Charles Darwin died on 19 April 1882, at the age of 73. To some it was deplorable
that he should have departed an unbeliever, and in the years that followed several
stories surfaced that Darwin had undergone a death-bed conversion and renounced
evolution. These stories began to be included in sermons as early as May 1882.1 However, the best known is
that attributed to a Lady Hope, who claimed she had visited a bedridden Charles
at Down House2 in the autumn
of 1881. She alleged that when she arrived he was reading the Book of Hebrews, that
he became distressed when she mentioned the Genesis account of creation, and that
he asked her to come again the next day to speak on the subject of Jesus Christ
to a gathering of servants, tenants and neighbours in the garden summer house which,
he said, held about 30 people. This story first appeared in print as a 521-word
article in the American Baptist journal, the Watchman Examiner,3 and since then has been reprinted in many books,
magazines and tracts.
The alleged recantation/conversion are embellishments that others have either read
into the story or made up for themselves.

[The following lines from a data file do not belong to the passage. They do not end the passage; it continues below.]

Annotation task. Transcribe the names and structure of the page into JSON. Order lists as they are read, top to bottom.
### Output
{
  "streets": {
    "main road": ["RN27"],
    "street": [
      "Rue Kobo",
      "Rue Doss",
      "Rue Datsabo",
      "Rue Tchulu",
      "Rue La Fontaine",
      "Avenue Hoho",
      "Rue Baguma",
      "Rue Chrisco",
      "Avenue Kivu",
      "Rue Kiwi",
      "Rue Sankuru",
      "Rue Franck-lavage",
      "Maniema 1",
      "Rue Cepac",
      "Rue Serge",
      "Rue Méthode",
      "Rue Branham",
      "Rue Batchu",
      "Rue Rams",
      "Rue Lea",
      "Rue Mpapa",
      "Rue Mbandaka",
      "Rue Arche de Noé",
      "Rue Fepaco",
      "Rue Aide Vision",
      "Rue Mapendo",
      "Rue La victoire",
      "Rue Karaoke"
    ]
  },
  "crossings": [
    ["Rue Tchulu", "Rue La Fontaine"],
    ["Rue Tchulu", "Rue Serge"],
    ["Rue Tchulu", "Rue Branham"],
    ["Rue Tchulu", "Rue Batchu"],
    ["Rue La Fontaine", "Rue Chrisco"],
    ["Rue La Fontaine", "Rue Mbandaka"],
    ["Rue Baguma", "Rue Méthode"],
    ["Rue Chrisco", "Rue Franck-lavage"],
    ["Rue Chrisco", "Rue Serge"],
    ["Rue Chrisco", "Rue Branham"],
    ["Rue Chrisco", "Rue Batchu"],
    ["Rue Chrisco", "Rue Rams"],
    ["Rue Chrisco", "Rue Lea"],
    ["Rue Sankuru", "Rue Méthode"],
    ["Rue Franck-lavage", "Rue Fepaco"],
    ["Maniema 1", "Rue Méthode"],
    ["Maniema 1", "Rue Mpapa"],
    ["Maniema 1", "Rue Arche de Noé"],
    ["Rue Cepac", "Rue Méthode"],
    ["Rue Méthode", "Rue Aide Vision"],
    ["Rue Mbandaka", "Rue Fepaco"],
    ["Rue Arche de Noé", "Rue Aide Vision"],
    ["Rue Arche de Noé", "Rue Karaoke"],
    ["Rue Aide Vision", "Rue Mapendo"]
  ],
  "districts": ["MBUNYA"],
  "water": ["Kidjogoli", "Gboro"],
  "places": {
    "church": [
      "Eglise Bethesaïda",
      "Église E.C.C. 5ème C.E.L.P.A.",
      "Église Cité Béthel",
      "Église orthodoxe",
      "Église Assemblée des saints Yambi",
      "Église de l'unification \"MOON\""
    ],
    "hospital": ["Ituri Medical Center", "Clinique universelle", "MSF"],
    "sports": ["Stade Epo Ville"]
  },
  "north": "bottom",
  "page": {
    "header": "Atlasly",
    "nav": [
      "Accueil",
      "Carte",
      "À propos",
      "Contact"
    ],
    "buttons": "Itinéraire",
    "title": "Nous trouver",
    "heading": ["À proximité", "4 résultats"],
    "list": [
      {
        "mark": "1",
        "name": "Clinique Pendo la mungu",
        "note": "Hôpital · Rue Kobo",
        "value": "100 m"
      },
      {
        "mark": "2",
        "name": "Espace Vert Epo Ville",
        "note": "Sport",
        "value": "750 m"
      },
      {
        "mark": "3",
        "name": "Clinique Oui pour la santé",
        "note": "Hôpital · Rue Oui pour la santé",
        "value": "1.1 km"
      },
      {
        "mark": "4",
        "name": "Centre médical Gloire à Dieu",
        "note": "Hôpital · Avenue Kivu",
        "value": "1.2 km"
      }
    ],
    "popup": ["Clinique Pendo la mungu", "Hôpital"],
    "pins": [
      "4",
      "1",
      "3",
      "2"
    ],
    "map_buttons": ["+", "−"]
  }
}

The main problem with all these stories is that they were all denied by members
of Darwin’s family. Francis Darwin wrote to Thomas Huxley on 8 February 1887,
that a report that Charles had renounced evolution on his deathbed was ‘false
and without any kind of foundation’,4
and in 1917 Francis affirmed that he had ‘no reason whatever to believe that
he [his father] ever altered his agnostic point of view’.5 Charles’s daughter Henrietta (Litchfield)

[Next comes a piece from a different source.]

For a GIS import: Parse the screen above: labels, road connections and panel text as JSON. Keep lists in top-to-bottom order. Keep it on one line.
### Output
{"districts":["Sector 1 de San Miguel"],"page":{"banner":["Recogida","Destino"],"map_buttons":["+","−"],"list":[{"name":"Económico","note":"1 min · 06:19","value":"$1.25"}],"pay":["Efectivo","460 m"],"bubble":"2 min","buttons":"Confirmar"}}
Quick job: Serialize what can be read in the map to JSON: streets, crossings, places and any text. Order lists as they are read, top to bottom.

wrote on page 12 of the London evangelical weekly, The Christian, for 23
February 1922, ‘I was present at his deathbed. Lady Hope was not present during
his last illness, or any illness. I believe he never even saw her, but in any case
she had no influence over him in any department of thought or belief. He never recanted
any of his scientific views, either then or earlier … . The whole story has
no foundation whatever’.6
Some have even concluded that there was no Lady Hope.
So what should we think?
Photo: Warwick Armstrong
The inscription on the gravestone.
Darwin’s biographer, Dr James Moore, lecturer in the history of science and
technology at The Open University in the UK, has spent 20 years researching the
data over three continents. He produced a 218-page book examining what he calls
the ‘Darwin legend’.7
He says there was a Lady Hope. Born Elizabeth Reid Cotton in 1842, she
married a widower, retired Admiral Sir James Hope, in 1877. She engaged in tent
evangelism and in visiting the elderly and sick in Kent in the 1880s, and died of
cancer in Sydney, Australia, in 1922, where her tomb may be seen to this day.8
Moore concludes that Lady Hope probably did visit Charles between Wednesday, 28
September and Sunday, 2 October 1881, almost certainly when Francis and Henrietta
were absent, but his wife, Emma, probably was present.9 He describes Lady Hope as ‘a skilled raconteur,
able to summon up poignant scenes and conversations, and embroider them with sentimental
spirituality’.10
He points out that her published story contained some authentic details as to time
and place, but also factual inaccuracies—Charles was not bedridden six months
before he died, and the summer house was far too small to accommodate 30 people.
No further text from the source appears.